Question: A wheel has three spokes and in a uniform magnetic field perpendicular to its plane, with the axis o...

Question

A wheel has three spokes and in a uniform magnetic field perpendicular to its plane, with the axis of rotation of the wheel parallel to the magnetic field. When the wheel rotates with a uniform angular velocity $\omega$ , the emf induced between the center and rim of the wheel is $e$ , if another wheel having same radius but with six spokes is kept in the same field and rotated with a uniform angular velocity $\dfrac{\omega }{2}$ . The emf induced between the center and the rim will be :
A) $e$
B) $\dfrac{e}{2}$
C) $2e$
D) $\dfrac{e}{4}$

Answer 1

Solution

Spoke is one of some number of rods radiating from the center of a wheel. Spoke are connecting rods between bicycle hub and the rim the purpose of the spoke is to transfer the load between the hub and rim, spokes are made of steel and that steel may be a stainless steel or high carbon steel.

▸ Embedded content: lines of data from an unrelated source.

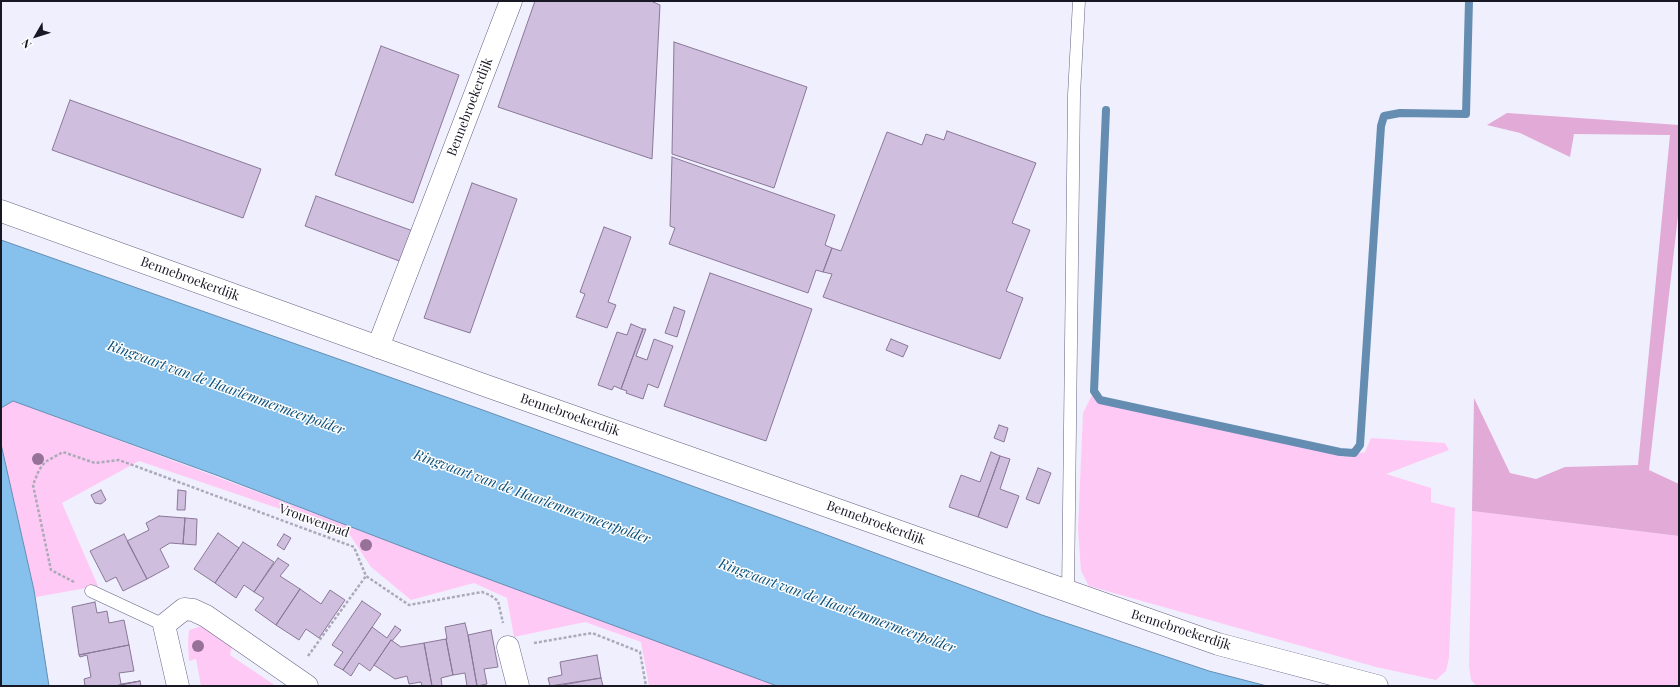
<!DOCTYPE html>
<html>
<head>
<meta charset="utf-8">
<style>
  body { margin:0 }
  #map { position:relative; width:1680px; height:687px; overflow:hidden; background:#f0effe; font-family:"Playfair Display",serif }
  canvas { display:block }
  .frame { position:absolute; inset:0; border:2px solid #181724; pointer-events:none }
  .north { position:absolute; left:16px; top:16px; width:40px; height:40px; -webkit-text-stroke:3px #fff; paint-order:stroke; rotate:231deg; font-size:11px; font-weight:700; line-height:16px; text-align:center; color:#181724 }
  .north::after { content:''; display:block; margin:auto; width:14px; height:18px; background:#181724; clip-path:polygon(50% 0,100% 100%,50% 72%,0 100%) }
</style>
</head>
<body>
<div id="map">
<canvas width="1680" height="687"></canvas>
<div class="frame"></div>
<div class="north">N</div>
</div>
<script>
const c = document.querySelector('canvas').getContext('2d');
c.lineJoin = 'round';
function fillPath(path, color) { c.fillStyle = color; c.fill(path, 'evenodd'); }
const shape = rows => new Path2D(rows.map(r => 'M' + r).join(''));
function trace(path, color, width, dash) { c.strokeStyle = color; c.lineWidth = width; c.lineCap = dash ? 'butt' : 'round'; c.setLineDash(dash || []); c.stroke(path); }
function write(font, color, halo, rows, align = 'center') {
  c.font = font + ' "Playfair Display",serif'; c.lineWidth = 3; c.setLineDash([]); c.textBaseline = 'middle'; c.strokeStyle = halo; c.fillStyle = color; for (const [text, x, y, turn = 0] of rows) {
    c.save(); c.translate(x, y); c.rotate((+turn || 0) * Math.PI / 180); c.textAlign = isNaN(turn) ? turn : align; if (halo) c.strokeText(text, 0, 0); c.fillText(text, 0, 0); c.restore();
  }
}
fillPath(shape([
  [1094,391,1100,400,1340,452,1341,457,1365,452,1371,438,1445,443,1449,450,1386,474,1431,488,1431,502,1455,508,1449,658,1446,671,1436,680,1376,667,1089,586,1081,571,1078,529,1083,413],
  [13,401,531,594,780,686,649,686,641,642,585,622,514,637,507,598,474,583,411,600,371,567,348,532,139,461,62,503,98,586,36,597,1,444,1,408],
  [1472,511,1679,536,1679,686,1476,686,1471,680,1469,666],
  [202,626,232,646,230,655,276,686,201,686,196,659,189,661,188,643,189,630]
]), '#fecaf5');
fillPath(shape([
  [1507,113,1679,125,1679,207,1649,470,1679,484,1679,536,1472,511,1474,398,1510,473,1536,479,1565,467,1638,465,1670,135,1574,134,1570,157,1520,133,1487,125]
]), '#e1aad7');
const water = shape([
  [1,240,480,409,808,528,1042,615,1209,671,1267,686,777,686,437,560,216,475,13,401,1,408,1,240],
  [1,444,34,590,49,686,1,686,1,444]
]);
fillPath(water, '#86c0ed');
trace(water, '#658db1', 1);
trace(shape([
  [1106,110,1094,391,1100,400,1340,452,1354,453,1360,445,1381,126,1384,116,1400,113,1466,114,1469,1]
]), '#658db1', 8);
const building = shape([
  [535,1,651,1,660,5,652,159,498,107,535,1],
  [674,42,807,87,774,188,672,154,674,42],
  [381,46,459,75,413,203,335,175,381,46],
  [70,100,261,169,243,218,52,150,70,100],
  [947,131,1036,163,1012,223,1030,230,1006,291,1023,298,1000,359,823,297,832,274,823,272,832,248,841,251,887,132,922,145,926,134,944,140,947,131],
  [672,157,835,215,825,245,832,248,823,272,816,270,808,293,669,244,675,228,670,226,672,157],
  [472,183,517,199,470,333,424,318,472,183],
  [316,196,413,231,402,262,305,226,316,196],
  [604,227,631,237,608,302,616,305,607,328,576,317,585,294,580,292,604,227],
  [710,273,812,309,766,441,664,406,710,273],
  [674,307,685,311,677,337,665,333,674,307],
  [631,324,643,329,621,389,614,386,612,390,598,385,617,332,627,335,631,324],
  [643,329,646,329,636,356,647,360,654,339,673,346,658,388,648,384,643,399,626,393,627,391,621,389,643,329],
  [891,339,908,346,903,357,886,350,891,339],
  [999,425,1008,428,1004,442,994,438,999,425],
  [991,452,1000,456,978,517,949,507,961,475,980,482,991,452],
  [1000,456,1010,459,1000,489,1019,496,1007,528,978,517,1000,456],
  [1038,468,1051,473,1039,504,1026,499,1038,468],
  [101,490,106,500,101,504,95,503,91,495,101,490],
  [178,490,186,491,185,510,177,510,178,490],
  [159,516,185,518,183,544,170,543,160,549,169,567,147,579,127,541,149,530,146,523,159,516],
  [185,518,197,519,196,545,183,544,185,518],
  [218,533,239,548,215,583,194,569,218,533],
  [124,534,147,579,123,591,116,577,106,582,90,551,124,534],
  [284,534,291,538,284,550,277,545,284,534],
  [243,542,274,562,254,592,244,585,236,598,215,583,243,542],
  [278,558,289,565,280,576,300,589,276,625,255,610,264,598,254,592,278,558],
  [300,589,321,604,330,590,345,600,319,638,306,629,299,640,276,625,300,589],
  [362,601,381,614,343,670,334,665,343,652,332,645,362,601],
  [95,602,97,613,107,611,109,623,124,620,129,645,79,655,72,607,95,602],
  [465,623,468,635,477,686,467,686,465,673,453,675,446,639,447,639,445,627,465,623],
  [395,626,401,630,392,641,391,640,370,671,359,663,351,676,343,670,372,627,387,638,395,626],
  [491,630,498,667,484,669,487,684,477,686,468,635,491,630],
  [446,639,453,675,441,678,442,686,432,686,424,643,446,639],
  [391,640,401,647,424,643,432,686,422,686,421,682,409,684,407,676,395,679,374,665,391,640],
  [129,645,134,671,119,673,121,684,140,681,115,686,85,686,84,679,91,677,87,655,80,657,79,655,129,645],
  [597,655,601,678,550,686,548,678,562,675,560,662,597,655],
  [601,678,603,686,557,686,601,678],
  [140,681,141,686,115,686,140,681]
]);
fillPath(building, '#d0bedf');
trace(building, '#897897', 1);
const service = shape([
  [91,591,164,625],
  [1068,592,1074,95,1079,1]
]);
const minor = shape([
  [378,347,511,1],
  [508,647,518,686],
  [178,686,164,625,184,609,193,610,206,616,307,686]
]);
const tertiary = shape([
  [1,211,481,384,1218,644,1377,686]
]);
trace(service, '#656382', 13);
trace(minor, '#656382', 23);
trace(tertiary, '#656382', 23);
trace(shape([
  [74,582,51,570,33,485,39,470,45,462,63,452,95,463,119,460,354,547,366,576,409,605,482,592,490,595,498,601,503,623],
  [534,643,592,633,640,652,646,686],
  [308,656,366,576]
]), '#abaab8', 2.5, [3, 2]);
trace(service, '#fff', 12);
trace(minor, '#fff', 22);
trace(tertiary, '#fff', 22);
c.fillStyle = '#967299';
for (const [x, y] of [
  [38,459],
  [366,545],
  [198,646]
]) { c.beginPath(); c.arc(x, y, 6, 0, 2 * Math.PI); c.fill(); }
write('13px', '#181724', '#fff', [
  ["Bennebroekerdijk",470,107,-69],
  ["Bennebroekerdijk",190,279,20],
  ["Bennebroekerdijk",570,415,19],
  ["Vrouwenpad",314,521,20],
  ["Bennebroekerdijk",876,523,20],
  ["Bennebroekerdijk",1181,630,18]
]);
write('italic 14px', '#084f79', '#fff', [
  ["Ringvaart van de Haarlemmermeerpolder",226,388,20],
  ["Ringvaart van de Haarlemmermeerpolder",532,497,20],
  ["Ringvaart van de Haarlemmermeerpolder",837,606,20]
]);
</script>
</body>
</html>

Complete step-by-step solution:
Faraday's law of induction which predicts how a magnetic field interacts with electric field to induce an electromotive force this phenomenon is known as electrometric induction. Electromagnetic induction principle is used in transformers, generators and many other devices.
Faraday’s first laws of electromagnetic induction states that when a conductor is rotating in a magnetic field an emf is induced in a circuit.
Faraday's second of electromagnetic induction states that the rate of change of flux linkages is equal to the induced emf
$e=-N\dfrac{dQ}{dt}Volts$
Negative sign represents the direction of the induced current and will be in the opposite direction.
Emf induced in a rotating conductor in uniform magnetic field

From the diagram you can see that uniform magnetic field $(\overrightarrow{B)}$ existing in opposite direction and rod PQ is rotating with an angular speed $\omega$ and we consider an element $dx$ with velocity $v$
Motional emf induced in element $dx$ is
$de=Bvdx$
Total emf induced across P and Q is
${{e}_{PQ}}=\int{de=\int\limits_{0}^{l}{B(x\omega )dx}}$
${{e}_{PQ}}=B\omega \left[ \dfrac{{{x}^{2}}}{2} \right]_{0}^{l}$
${{e}_{PQ}}=\dfrac{1}{2}B\omega {{l}^{2}}$
The emf induced between the center and the rim will be
$e=\dfrac{1}{2}B{{R}^{2}}\omega$
$\therefore$ Emf induced is independent upon the number of spokes
Induced emf $(e)$ is directly proportional to angular velocity( $\omega$
$e\propto w$
If the angular velocity is $\dfrac{\omega }{2}$ then the emf induced will be $\dfrac{e}{2}$
So option B is the correct answer.

Note: Student the emf induced between the center and the rim can be obtained by faraday's laws and also by motional emf. Emf induced is independent upon the number of spokes. The number of spokes may be 3 or else 6 and it depends upon the velocity .Lighter wheel performances better than the stronger wheel.